2. Re-establishing the Status Quo. The Parties agree to take the following steps
in the interest of re-establishing the status quo as it existed immediately
prior to consummation of the Licensing Agreement.
(a) All revenue earned and expenses incurred with respect to the License
Agreement by Pubco during the Rescission Period shall be considered Privateco
revenue and expense.
(b) All contracts entered into by Pubco during the Rescission Period shall
be considered contracts of Privateco and where possible subject to novation.

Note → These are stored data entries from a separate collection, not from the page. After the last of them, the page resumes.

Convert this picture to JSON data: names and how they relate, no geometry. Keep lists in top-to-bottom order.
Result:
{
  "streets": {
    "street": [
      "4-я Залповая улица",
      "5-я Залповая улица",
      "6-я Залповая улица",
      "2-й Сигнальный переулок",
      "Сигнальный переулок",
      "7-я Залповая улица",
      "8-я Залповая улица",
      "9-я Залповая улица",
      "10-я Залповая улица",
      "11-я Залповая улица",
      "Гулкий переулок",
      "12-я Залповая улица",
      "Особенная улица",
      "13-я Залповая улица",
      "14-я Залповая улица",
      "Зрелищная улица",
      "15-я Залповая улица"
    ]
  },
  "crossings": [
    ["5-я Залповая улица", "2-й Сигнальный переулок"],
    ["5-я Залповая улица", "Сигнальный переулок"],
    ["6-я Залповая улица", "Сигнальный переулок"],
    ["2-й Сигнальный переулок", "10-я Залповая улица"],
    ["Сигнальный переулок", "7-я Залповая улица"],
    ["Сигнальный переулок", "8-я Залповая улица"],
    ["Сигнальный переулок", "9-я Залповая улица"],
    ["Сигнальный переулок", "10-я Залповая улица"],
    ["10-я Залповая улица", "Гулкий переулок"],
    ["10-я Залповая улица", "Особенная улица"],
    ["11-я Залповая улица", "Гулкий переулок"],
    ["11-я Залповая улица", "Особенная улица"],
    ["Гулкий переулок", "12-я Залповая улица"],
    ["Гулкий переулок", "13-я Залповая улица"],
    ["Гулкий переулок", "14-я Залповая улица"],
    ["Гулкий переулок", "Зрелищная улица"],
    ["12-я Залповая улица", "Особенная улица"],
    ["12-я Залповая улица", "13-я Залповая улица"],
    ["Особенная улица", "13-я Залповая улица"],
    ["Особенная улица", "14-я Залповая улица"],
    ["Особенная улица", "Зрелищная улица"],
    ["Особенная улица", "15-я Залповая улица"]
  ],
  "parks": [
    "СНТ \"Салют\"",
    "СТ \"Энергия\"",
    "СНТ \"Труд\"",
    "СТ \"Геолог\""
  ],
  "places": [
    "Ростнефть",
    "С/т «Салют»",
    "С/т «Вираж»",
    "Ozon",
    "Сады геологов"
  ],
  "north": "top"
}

(c) All certificates representing Shares and Additional Shares of Pubco
issued pursuant to the License Agreement during the Rescission Period shall be
returned to Pubco and cancelled.
(d) The Boards of Directors of both Pubco and Privateco as currently
constituted shall adopt resolutions approving this Agreement.
(e) All documents, records, instruments and other written materials
transferred from Privateco to Pubco pursuant to the License Agreement shall be
returned to Privateco.
(f) All ancillary documents executed in connection with consummation of
the License Agreement are hereby rescinded ab initio, including, but not limited
to, all Investment Letters and the Indemnification Agreement.
(g) All transaction documents shall be obtained by Privateco and marked or
deemed cancelled ab initio.
(h) All shares cancelled by Pubco pursuant to the License Agreement shall
be deemed to have not been cancelled and shall be deemed cancelled pursuant to
the Agreement and Plan of Merger between Pubco and Privateco, a copy of which is
attached hereto as Exhibit B.
3. General Provisions.
(a) This Agreement shall be governed by and shall be construed in
accordance with the laws of the State of Nevada as they apply to contracts
entered into and wholly to be performed in such state. This Agreement represents
the entire agreement between the parties with respect to the subject matter
hereof. The Parties hereto hereby agree that any suit, action or proceeding
instituted with respect to this Agreement shall be brought only in a Federal
court or state court located in the State of Nevada. Further, the parties hereby
waive any and all rights to a jury trial.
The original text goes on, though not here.